Gold Price Driver #3: Legitimate Investment, Not a Bubble
It would be silly to talk about these macroeconomic trends and ignore the plain fact that because gold is an investment, it is subject to the same buying rush and speculation as any other investment. The only question, then, is whether gold is in a bubble because of irrational buying or whether it is a legitimate investment.
There are a few signs of a bubble, surely. Some people expect gold, like real estate circa 2005, to only go up — influenced no doubt by late-night “cash for gold” infomercials.

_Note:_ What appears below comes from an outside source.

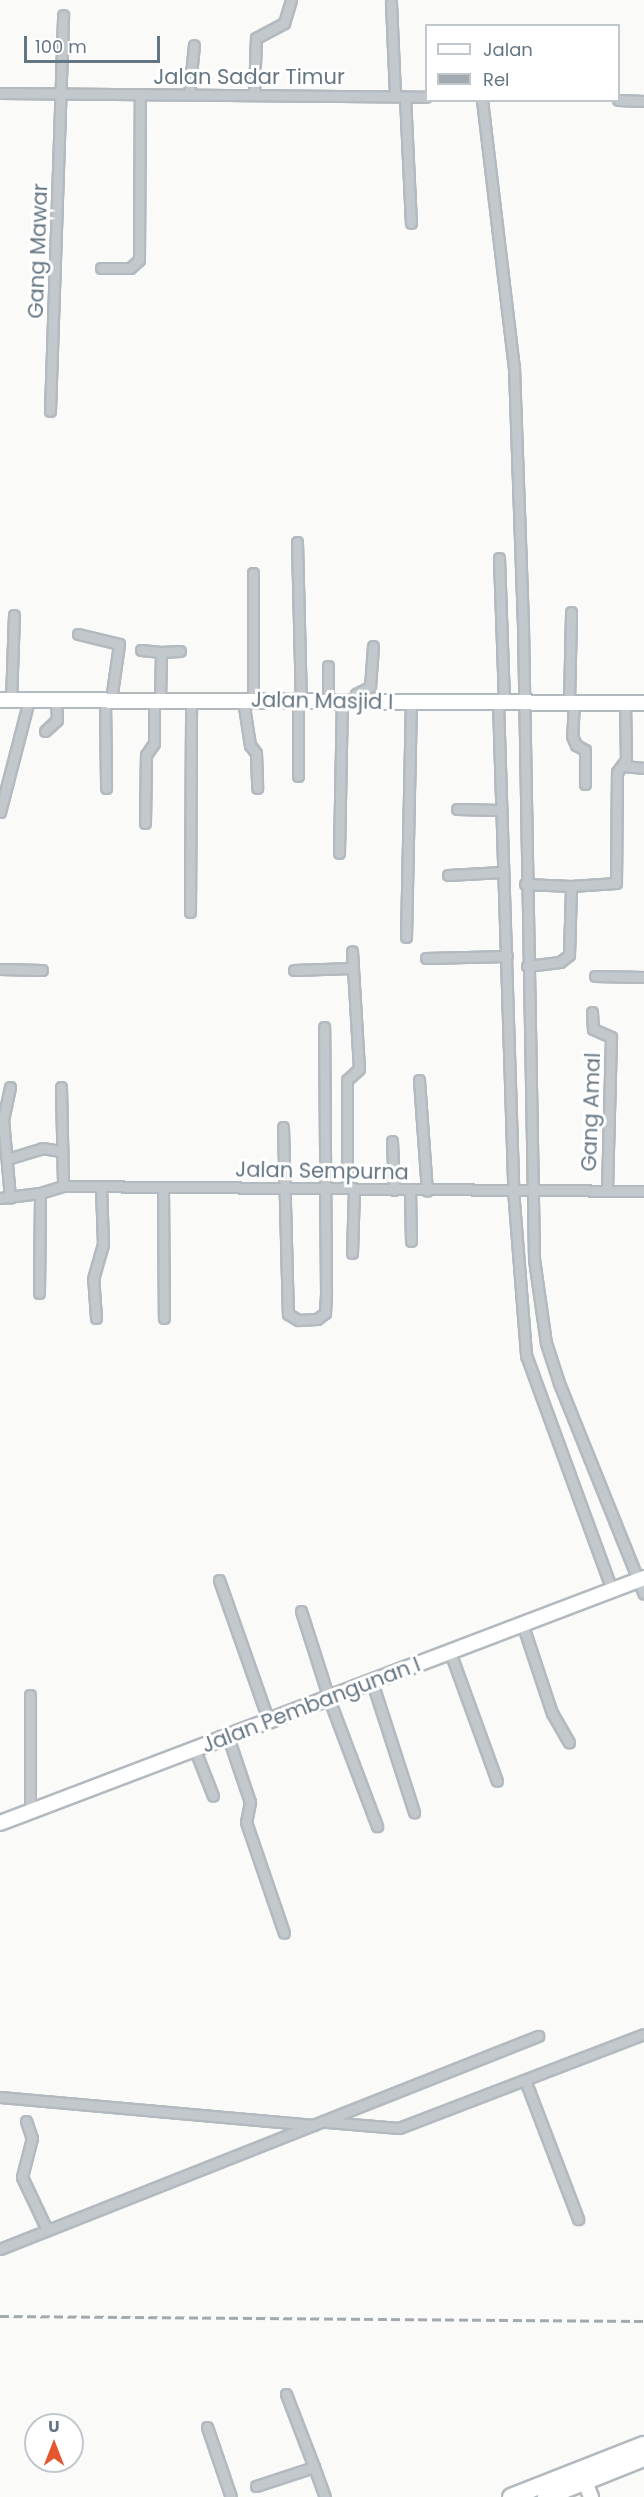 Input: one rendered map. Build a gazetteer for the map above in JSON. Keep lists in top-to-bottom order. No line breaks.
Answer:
{"streets":{"main road":["Jalan Masjid I","Jalan Pembangunan I"],"street":["Jalan Sadar Timur","Gang Mawar","Gang Amal","Jalan Sempurna"]},"crossings":[["Jalan Sadar Timur","Gang Mawar"],["Gang Amal","Jalan Sempurna"]],"legend":["Jalan","Rel"],"scale_bar":"100 m","north":"top"}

But there also are a host of signs that gold investment is sustainable at these levels and will not just evaporate. Exchange-traded funds like the SPDR Gold Shares (NYSE:GLD) provide millions of Americans access via their IRA — putting gold investment plainly in reach. GLD actually is managing more money than the SPDR S&P 500 ETF (NYSE:SPY) these days! Sure, some of that money could rotate out to other assets. But much of it likely will stay and provide a floor for gold prices.
As for future investment, the previous two points show legitimate reasons for investing in gold along with the claptrap about “guaranteed” returns in the precious metal. So while there are suckers buying in, smart folks continue to buy into gold, too. Besides, the constant drumbeat of stories predicting a gold bubble in 2011 indicates that enough skepticism exists to keep gold prices honest.
As with any investment, there is no way of knowing what 2012 will hold for gold. But fears of a bubble should not deter you from buying gold in the new year.